**Saved data entries:**
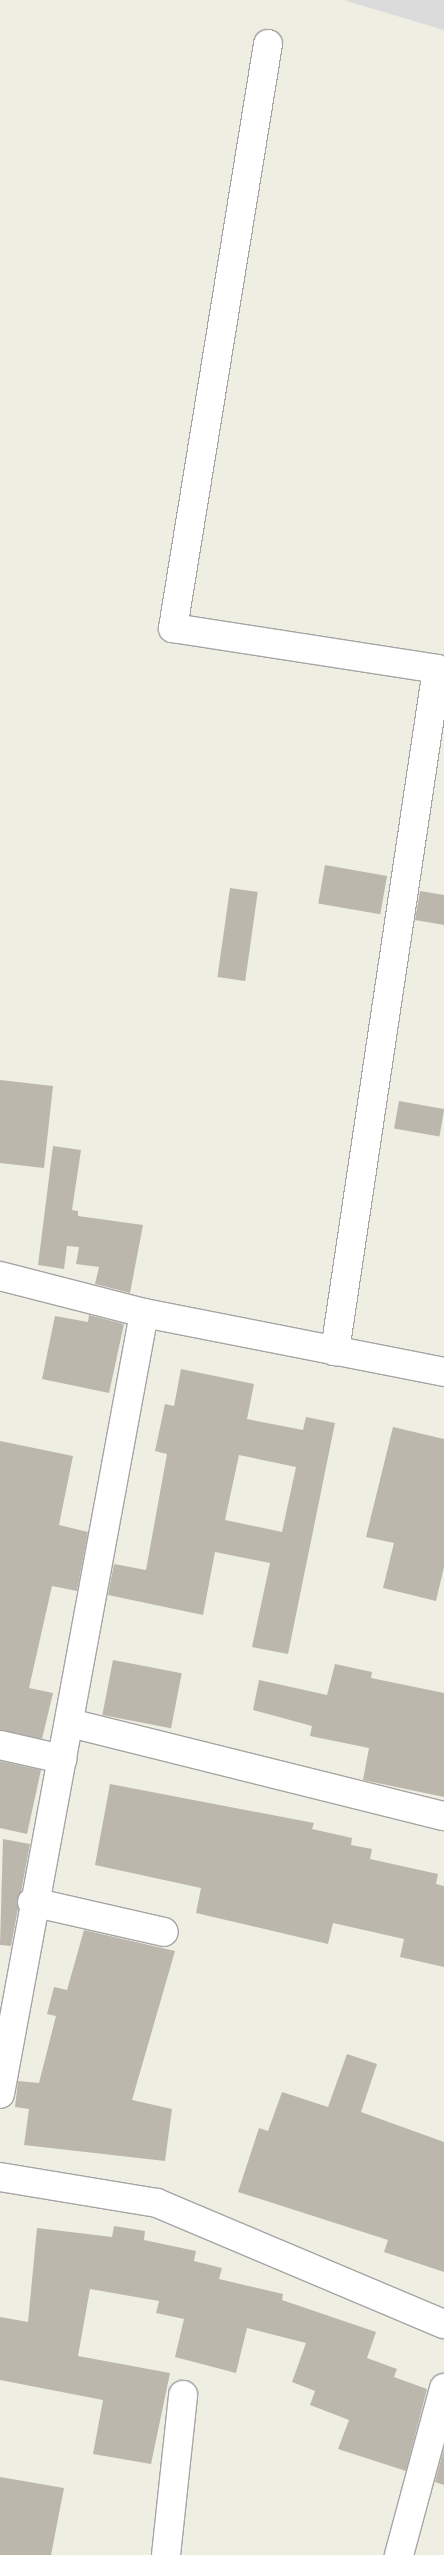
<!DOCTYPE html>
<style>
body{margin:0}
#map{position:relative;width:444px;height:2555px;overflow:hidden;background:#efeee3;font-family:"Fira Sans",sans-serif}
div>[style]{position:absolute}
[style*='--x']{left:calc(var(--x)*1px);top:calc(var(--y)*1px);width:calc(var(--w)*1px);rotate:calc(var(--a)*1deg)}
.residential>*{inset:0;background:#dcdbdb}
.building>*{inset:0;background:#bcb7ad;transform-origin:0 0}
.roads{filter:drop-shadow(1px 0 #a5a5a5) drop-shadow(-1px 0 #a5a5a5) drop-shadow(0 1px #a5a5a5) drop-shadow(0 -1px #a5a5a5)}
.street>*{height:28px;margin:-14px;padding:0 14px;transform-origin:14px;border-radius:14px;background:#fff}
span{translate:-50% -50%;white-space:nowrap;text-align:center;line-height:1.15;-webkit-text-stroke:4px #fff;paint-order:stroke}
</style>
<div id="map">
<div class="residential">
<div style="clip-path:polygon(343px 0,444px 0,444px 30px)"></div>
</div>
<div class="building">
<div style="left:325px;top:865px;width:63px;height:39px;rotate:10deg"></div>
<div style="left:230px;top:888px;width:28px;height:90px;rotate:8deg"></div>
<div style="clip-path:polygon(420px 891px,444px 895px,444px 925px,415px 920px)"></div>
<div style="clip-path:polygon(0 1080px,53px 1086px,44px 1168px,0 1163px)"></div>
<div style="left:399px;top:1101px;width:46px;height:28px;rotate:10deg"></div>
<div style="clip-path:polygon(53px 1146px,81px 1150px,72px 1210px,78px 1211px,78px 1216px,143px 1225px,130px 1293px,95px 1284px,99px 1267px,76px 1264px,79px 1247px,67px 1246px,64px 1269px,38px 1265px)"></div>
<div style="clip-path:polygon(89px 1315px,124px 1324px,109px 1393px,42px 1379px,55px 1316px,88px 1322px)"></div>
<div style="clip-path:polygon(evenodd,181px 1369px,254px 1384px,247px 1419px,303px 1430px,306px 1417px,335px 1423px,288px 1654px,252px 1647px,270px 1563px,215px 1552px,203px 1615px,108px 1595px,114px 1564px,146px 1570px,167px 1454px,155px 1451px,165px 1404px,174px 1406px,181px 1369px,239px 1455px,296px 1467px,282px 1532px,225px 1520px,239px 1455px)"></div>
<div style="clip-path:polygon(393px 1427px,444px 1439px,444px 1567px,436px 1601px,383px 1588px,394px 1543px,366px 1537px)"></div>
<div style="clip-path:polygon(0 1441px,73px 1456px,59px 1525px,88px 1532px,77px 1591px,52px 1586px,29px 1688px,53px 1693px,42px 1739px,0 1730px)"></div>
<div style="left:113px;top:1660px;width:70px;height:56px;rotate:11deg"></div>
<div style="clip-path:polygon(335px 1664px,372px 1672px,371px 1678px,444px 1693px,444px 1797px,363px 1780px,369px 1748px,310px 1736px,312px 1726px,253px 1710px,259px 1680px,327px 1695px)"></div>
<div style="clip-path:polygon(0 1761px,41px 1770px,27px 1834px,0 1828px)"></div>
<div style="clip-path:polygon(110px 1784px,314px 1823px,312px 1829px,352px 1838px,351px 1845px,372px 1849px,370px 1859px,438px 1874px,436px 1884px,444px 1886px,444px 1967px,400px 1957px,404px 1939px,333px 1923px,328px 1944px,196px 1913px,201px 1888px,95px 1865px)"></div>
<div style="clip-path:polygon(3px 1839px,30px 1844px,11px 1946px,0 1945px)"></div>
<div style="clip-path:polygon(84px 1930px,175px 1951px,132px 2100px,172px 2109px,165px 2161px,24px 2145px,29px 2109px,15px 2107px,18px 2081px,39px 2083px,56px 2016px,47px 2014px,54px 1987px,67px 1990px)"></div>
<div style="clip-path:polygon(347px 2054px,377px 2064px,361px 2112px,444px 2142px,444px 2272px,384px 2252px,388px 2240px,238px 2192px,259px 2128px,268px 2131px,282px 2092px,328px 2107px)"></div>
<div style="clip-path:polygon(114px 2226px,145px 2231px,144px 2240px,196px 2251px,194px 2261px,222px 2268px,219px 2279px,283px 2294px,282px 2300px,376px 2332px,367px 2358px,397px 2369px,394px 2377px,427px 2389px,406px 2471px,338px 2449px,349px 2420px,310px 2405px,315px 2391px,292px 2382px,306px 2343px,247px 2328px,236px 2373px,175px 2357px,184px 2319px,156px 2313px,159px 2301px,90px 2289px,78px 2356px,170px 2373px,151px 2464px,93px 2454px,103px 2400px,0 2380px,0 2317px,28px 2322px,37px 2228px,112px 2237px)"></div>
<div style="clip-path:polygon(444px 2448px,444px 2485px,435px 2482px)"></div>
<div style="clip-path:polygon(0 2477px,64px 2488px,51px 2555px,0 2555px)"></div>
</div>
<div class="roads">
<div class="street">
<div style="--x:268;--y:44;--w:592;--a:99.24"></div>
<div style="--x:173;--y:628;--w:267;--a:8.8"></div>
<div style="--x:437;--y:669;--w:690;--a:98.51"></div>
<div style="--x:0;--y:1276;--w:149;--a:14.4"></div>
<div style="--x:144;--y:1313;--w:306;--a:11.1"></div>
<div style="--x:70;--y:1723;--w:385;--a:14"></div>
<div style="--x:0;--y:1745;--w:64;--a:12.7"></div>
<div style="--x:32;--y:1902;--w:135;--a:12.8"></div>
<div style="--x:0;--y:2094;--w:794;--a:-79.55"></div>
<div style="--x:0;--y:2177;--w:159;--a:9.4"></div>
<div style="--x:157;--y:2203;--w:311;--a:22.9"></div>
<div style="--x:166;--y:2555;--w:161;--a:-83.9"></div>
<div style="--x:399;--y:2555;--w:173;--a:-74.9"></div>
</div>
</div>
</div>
...
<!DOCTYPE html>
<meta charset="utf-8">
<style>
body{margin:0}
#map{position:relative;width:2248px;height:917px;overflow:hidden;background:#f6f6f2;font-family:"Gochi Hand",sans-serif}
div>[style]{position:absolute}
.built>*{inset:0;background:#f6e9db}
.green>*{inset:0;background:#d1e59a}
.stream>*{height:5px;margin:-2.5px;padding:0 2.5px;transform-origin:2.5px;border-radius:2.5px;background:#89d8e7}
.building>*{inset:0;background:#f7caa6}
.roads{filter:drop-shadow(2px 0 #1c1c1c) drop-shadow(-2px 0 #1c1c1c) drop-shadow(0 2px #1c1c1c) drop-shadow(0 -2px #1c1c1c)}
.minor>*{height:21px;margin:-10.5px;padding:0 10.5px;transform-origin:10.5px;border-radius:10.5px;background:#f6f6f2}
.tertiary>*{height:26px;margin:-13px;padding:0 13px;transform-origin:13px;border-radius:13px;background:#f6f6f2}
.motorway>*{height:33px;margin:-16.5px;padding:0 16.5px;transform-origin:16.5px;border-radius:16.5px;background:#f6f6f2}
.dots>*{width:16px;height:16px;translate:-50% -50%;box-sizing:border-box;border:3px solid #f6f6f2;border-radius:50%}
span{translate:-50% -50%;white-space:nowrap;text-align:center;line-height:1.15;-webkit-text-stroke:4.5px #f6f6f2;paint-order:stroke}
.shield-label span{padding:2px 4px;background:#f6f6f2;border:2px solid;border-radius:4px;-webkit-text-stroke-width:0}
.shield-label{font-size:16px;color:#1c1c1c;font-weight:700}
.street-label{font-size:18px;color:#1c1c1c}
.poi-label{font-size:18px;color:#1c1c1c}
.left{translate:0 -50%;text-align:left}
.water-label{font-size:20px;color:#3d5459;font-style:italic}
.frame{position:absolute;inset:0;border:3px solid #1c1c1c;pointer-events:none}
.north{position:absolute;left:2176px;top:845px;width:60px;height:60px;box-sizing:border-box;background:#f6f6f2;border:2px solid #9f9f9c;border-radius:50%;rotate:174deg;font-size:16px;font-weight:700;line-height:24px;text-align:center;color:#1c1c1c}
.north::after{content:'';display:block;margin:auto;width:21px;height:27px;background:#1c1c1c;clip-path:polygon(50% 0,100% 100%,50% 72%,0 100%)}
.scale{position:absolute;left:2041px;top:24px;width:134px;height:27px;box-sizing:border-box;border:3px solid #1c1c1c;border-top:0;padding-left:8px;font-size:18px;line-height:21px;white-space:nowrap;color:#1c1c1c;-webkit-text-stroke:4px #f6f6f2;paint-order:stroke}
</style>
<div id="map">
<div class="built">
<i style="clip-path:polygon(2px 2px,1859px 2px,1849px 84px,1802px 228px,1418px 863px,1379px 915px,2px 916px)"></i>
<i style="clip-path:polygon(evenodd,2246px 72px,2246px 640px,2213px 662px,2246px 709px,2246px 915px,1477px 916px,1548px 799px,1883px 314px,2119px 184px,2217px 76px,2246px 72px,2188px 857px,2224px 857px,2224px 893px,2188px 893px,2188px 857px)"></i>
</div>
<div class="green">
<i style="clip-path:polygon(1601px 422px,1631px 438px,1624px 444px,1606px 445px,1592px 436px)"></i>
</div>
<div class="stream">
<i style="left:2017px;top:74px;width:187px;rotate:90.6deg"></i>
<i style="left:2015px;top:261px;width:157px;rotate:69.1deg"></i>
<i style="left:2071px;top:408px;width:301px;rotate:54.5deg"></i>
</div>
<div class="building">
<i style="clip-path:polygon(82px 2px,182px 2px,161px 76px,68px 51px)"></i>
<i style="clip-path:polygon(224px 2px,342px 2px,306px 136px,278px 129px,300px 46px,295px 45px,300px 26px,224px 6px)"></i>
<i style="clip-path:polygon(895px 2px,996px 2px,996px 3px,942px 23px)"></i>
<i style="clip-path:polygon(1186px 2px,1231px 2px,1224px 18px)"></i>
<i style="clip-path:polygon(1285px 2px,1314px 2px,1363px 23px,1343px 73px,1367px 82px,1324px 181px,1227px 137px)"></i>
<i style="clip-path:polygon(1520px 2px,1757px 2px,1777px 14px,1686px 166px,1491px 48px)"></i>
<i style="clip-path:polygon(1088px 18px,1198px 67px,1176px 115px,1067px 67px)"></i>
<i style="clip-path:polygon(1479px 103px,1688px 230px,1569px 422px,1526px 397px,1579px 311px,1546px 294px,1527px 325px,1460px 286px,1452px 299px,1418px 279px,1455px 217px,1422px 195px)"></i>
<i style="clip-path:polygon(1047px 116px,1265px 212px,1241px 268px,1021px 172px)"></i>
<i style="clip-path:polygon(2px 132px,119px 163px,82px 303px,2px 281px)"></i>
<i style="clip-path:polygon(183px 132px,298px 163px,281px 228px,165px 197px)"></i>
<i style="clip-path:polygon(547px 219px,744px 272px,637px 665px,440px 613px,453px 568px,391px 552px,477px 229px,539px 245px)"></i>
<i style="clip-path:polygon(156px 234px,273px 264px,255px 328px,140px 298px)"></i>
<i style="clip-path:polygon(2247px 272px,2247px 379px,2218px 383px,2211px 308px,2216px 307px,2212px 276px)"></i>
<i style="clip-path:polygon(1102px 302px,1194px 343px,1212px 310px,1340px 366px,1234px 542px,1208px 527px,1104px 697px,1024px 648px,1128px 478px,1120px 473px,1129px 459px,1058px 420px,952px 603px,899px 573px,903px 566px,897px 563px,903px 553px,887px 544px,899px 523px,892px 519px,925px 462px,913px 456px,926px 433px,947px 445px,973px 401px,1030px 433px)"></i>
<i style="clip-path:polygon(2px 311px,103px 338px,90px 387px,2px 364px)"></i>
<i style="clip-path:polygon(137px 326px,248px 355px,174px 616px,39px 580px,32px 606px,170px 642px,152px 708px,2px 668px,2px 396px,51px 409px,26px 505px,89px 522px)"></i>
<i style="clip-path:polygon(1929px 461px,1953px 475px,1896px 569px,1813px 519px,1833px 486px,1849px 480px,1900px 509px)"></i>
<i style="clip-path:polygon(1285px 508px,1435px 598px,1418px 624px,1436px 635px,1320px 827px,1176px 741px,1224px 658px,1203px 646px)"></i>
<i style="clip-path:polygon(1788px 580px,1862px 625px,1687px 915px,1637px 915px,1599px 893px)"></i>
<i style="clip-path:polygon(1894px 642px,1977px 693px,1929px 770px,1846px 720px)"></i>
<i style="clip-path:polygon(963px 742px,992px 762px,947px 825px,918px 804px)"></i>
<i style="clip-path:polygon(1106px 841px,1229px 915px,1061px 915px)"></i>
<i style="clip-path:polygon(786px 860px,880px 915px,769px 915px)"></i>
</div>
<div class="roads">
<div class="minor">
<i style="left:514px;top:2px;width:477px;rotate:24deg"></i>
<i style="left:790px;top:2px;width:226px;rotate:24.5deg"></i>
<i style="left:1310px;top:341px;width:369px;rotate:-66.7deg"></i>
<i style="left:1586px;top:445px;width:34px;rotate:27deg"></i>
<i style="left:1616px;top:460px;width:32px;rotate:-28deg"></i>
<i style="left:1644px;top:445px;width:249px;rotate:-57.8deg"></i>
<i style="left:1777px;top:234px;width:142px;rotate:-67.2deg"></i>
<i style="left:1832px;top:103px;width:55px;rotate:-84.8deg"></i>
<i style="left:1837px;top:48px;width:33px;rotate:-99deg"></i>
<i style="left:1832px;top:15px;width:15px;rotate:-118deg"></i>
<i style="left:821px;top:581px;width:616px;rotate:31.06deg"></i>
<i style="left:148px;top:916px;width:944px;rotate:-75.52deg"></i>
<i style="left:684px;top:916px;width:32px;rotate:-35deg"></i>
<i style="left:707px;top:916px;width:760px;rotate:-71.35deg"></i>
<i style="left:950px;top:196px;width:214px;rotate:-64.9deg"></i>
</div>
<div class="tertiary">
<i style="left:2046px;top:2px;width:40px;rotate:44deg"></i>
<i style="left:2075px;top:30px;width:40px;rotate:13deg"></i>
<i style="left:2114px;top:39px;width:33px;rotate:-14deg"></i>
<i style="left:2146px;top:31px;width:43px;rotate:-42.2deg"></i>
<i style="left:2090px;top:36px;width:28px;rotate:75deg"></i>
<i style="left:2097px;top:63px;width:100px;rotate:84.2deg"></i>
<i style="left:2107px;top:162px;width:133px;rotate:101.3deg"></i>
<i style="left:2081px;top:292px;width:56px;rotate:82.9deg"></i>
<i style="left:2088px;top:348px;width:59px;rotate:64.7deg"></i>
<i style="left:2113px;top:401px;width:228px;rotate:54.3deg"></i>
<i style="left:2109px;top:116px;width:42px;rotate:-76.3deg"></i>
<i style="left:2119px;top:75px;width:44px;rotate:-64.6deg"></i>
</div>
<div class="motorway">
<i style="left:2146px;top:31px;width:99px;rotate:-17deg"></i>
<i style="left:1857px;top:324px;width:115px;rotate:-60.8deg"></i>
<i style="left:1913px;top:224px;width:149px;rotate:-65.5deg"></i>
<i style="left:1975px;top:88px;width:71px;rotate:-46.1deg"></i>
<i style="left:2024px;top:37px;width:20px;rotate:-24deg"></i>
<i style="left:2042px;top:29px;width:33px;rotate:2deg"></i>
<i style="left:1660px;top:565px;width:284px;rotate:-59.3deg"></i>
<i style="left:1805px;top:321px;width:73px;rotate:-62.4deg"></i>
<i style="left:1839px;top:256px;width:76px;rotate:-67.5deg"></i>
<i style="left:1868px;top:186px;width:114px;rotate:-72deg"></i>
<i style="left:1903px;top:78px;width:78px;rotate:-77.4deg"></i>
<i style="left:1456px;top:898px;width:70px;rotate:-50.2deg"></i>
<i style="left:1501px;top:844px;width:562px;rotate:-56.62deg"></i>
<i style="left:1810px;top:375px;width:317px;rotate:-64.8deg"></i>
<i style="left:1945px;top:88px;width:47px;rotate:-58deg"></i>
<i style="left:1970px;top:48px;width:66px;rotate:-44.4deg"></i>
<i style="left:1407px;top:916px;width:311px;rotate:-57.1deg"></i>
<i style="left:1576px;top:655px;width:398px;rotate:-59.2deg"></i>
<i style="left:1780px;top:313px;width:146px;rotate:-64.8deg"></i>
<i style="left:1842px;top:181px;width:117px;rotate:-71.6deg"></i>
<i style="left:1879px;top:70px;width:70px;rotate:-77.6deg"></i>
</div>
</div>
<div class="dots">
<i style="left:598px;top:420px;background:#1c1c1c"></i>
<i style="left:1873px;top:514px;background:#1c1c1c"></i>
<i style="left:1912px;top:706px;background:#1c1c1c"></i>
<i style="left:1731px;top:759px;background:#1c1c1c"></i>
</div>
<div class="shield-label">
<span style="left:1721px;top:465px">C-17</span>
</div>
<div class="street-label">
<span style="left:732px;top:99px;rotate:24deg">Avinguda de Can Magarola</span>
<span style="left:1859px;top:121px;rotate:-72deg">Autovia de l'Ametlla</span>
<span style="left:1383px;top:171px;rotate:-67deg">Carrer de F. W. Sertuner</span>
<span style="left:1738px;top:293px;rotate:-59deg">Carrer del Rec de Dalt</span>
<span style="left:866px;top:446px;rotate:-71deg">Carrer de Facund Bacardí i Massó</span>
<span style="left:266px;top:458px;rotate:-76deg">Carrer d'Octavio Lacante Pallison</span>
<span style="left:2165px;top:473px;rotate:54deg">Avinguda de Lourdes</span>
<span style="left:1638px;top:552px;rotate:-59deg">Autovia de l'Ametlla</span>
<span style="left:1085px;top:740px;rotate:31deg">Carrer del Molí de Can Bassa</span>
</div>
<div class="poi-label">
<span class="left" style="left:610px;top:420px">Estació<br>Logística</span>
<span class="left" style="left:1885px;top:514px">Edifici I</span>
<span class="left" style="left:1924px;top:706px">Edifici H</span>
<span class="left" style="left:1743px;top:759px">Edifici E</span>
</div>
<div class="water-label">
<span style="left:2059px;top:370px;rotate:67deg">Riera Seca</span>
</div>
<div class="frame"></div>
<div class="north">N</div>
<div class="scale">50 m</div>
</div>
--
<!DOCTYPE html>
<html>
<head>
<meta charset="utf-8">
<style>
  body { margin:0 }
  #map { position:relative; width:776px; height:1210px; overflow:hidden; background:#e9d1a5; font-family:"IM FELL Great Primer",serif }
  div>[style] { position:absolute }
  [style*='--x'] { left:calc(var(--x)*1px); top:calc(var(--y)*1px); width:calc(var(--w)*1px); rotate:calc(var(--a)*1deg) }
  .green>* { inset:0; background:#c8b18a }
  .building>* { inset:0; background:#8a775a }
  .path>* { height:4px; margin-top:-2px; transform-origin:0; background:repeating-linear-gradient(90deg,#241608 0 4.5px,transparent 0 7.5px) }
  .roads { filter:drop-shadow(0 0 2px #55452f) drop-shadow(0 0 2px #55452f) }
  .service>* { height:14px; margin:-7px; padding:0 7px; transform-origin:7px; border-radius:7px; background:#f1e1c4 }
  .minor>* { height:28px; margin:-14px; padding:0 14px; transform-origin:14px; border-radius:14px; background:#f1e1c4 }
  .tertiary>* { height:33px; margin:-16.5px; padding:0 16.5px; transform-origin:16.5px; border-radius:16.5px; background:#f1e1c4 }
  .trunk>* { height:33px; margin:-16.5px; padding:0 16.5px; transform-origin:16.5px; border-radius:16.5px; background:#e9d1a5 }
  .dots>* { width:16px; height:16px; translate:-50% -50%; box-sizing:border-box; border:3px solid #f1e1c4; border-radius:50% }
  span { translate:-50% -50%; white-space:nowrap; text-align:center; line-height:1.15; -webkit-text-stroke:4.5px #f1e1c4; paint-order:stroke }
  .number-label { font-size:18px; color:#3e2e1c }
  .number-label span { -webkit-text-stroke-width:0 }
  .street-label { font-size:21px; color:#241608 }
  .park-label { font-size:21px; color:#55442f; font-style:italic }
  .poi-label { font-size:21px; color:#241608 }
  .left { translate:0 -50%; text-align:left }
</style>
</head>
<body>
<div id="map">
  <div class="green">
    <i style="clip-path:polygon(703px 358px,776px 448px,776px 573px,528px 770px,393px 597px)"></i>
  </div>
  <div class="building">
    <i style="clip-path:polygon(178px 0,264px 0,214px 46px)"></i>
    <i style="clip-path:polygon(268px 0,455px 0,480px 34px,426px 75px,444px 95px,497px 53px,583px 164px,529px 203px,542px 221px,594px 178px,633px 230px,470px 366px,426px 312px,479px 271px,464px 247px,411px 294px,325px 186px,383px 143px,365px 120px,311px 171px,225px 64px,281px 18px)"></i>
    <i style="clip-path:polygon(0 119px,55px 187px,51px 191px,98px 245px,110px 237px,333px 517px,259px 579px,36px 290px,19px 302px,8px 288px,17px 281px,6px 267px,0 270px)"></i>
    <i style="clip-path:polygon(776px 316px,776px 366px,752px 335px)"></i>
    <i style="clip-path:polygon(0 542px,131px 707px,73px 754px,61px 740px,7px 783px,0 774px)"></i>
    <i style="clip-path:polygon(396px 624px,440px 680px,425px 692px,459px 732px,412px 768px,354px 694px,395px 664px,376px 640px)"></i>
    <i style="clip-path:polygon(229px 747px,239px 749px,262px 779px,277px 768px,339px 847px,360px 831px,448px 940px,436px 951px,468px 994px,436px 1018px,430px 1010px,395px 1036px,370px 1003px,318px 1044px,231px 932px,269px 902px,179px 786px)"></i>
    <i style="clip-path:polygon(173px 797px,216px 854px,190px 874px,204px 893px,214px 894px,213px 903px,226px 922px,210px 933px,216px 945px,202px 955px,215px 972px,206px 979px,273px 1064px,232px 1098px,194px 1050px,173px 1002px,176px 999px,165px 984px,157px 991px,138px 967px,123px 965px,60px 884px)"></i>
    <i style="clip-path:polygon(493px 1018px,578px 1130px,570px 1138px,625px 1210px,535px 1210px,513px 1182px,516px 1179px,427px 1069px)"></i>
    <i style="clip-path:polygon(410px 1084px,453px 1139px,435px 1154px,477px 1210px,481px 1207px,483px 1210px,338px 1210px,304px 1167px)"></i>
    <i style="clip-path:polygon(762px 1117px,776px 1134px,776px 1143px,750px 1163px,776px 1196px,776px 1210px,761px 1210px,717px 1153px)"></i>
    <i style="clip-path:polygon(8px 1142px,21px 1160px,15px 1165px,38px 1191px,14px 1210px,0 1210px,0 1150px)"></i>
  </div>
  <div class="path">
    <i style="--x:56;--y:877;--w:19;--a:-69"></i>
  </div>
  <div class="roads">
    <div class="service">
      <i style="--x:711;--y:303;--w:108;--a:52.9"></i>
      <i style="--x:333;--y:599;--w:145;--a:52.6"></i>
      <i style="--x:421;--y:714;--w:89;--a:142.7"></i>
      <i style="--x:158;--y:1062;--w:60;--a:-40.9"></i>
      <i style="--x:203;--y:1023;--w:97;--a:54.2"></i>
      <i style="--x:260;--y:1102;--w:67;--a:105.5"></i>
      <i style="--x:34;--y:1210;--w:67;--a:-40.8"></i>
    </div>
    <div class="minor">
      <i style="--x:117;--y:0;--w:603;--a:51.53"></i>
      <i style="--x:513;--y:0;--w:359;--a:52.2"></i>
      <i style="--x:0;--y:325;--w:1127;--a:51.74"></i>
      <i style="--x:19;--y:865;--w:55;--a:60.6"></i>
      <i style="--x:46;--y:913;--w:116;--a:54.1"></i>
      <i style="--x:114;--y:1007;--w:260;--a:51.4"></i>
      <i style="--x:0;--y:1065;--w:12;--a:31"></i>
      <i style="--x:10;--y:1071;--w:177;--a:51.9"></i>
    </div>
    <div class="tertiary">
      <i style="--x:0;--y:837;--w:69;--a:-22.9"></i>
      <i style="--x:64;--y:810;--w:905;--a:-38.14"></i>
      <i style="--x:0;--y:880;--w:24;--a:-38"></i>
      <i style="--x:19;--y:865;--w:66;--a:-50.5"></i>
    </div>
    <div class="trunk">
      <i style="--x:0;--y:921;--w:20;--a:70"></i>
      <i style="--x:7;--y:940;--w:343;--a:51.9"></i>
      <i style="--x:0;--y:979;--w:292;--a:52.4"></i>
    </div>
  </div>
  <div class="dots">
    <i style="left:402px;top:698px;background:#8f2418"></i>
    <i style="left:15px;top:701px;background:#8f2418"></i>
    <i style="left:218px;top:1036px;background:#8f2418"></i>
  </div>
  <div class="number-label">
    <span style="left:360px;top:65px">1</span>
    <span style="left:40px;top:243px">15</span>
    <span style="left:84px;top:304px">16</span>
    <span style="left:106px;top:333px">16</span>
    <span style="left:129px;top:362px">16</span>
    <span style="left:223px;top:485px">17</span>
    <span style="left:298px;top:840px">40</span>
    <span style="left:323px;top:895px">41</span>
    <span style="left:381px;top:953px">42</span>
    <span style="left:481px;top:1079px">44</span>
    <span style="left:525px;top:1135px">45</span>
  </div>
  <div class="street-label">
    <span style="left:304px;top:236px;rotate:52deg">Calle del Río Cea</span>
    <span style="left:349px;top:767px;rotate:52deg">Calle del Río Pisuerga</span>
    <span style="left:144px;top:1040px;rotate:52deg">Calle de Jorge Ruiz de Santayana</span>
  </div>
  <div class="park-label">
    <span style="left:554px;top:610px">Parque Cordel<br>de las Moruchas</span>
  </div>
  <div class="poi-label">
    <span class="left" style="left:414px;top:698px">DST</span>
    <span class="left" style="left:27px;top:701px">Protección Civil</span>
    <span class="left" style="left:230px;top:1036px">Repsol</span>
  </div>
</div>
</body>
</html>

**Problem to solve:**
All lines carrying the word "service" must be copied from the data above.

**The answer:**
  .service>* { height:14px; margin:-7px; padding:0 7px; transform-origin:7px; border-radius:7px; background:#f1e1c4 }
    <div class="service">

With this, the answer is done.